What the task asks: What is needed here is an exact copy of every entry.

START Records for this exercise

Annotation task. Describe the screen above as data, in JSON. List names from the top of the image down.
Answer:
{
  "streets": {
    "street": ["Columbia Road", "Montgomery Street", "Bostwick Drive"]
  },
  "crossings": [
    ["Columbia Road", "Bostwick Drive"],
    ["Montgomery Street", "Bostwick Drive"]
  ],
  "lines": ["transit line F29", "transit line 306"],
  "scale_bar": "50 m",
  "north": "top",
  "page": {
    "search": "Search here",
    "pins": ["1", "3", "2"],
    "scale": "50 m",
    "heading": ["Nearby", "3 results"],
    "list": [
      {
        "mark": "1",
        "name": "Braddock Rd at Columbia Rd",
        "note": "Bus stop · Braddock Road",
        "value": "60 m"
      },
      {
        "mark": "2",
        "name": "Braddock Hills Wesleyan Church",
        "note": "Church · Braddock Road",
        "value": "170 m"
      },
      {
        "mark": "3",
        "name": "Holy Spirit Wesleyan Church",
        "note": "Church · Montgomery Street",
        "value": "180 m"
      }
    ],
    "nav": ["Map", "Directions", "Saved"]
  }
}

END Records for this exercise

Exercise output:
Annotation task. Describe the screen above as data, in JSON. List names from the top of the image down.
Answer:
{
  "streets": {
    "street": ["Columbia Road", "Montgomery Street", "Bostwick Drive"]
  },
  "crossings": [
    ["Columbia Road", "Bostwick Drive"],
    ["Montgomery Street", "Bostwick Drive"]
  ],
  "lines": ["transit line F29", "transit line 306"],
  "scale_bar": "50 m",
  "north": "top",
  "page": {
    "search": "Search here",
    "pins": ["1", "3", "2"],
    "scale": "50 m",
    "heading": ["Nearby", "3 results"],
    "list": [
      {
        "mark": "1",
        "name": "Braddock Rd at Columbia Rd",
        "note": "Bus stop · Braddock Road",
        "value": "60 m"
      },
      {
        "mark": "2",
        "name": "Braddock Hills Wesleyan Church",
        "note": "Church · Braddock Road",
        "value": "170 m"
      },
      {
        "mark": "3",
        "name": "Holy Spirit Wesleyan Church",
        "note": "Church · Montgomery Street",
        "value": "180 m"
      }
    ],
    "nav": ["Map", "Directions", "Saved"]
  }
}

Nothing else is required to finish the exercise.